--- About this task ---
Your job is to return every line of the listing holding the string "Прохлада".

--- Dataset records ---
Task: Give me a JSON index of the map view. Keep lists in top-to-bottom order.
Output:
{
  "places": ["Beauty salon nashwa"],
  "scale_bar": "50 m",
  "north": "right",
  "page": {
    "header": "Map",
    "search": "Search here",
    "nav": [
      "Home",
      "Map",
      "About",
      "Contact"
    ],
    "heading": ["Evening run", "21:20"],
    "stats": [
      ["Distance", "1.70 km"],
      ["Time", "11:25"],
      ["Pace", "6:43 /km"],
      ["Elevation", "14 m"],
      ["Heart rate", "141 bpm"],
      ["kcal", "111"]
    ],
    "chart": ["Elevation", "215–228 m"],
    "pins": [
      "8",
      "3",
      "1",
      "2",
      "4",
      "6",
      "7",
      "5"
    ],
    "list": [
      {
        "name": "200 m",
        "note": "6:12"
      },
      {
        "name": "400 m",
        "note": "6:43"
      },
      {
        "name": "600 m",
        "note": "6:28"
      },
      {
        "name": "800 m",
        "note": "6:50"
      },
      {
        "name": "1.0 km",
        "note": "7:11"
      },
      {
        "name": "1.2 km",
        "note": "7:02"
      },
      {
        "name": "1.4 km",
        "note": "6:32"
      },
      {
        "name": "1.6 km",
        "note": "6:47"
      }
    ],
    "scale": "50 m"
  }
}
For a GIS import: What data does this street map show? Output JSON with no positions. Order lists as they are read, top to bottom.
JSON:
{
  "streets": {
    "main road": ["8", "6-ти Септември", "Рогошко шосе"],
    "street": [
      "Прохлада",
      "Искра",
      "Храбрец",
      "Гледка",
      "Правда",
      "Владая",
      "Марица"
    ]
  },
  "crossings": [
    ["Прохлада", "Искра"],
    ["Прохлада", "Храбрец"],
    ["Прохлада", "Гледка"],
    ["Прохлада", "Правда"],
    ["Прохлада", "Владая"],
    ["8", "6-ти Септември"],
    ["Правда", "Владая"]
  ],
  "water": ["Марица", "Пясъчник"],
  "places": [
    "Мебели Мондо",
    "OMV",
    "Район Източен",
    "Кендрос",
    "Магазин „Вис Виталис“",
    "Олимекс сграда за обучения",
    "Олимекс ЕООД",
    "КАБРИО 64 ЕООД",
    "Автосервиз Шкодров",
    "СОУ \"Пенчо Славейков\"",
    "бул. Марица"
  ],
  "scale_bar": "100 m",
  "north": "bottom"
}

--- Expected answer ---
      "Прохлада",
    ["Прохлада", "Искра"],
    ["Прохлада", "Храбрец"],
    ["Прохлада", "Гледка"],
    ["Прохлада", "Правда"],
    ["Прохлада", "Владая"],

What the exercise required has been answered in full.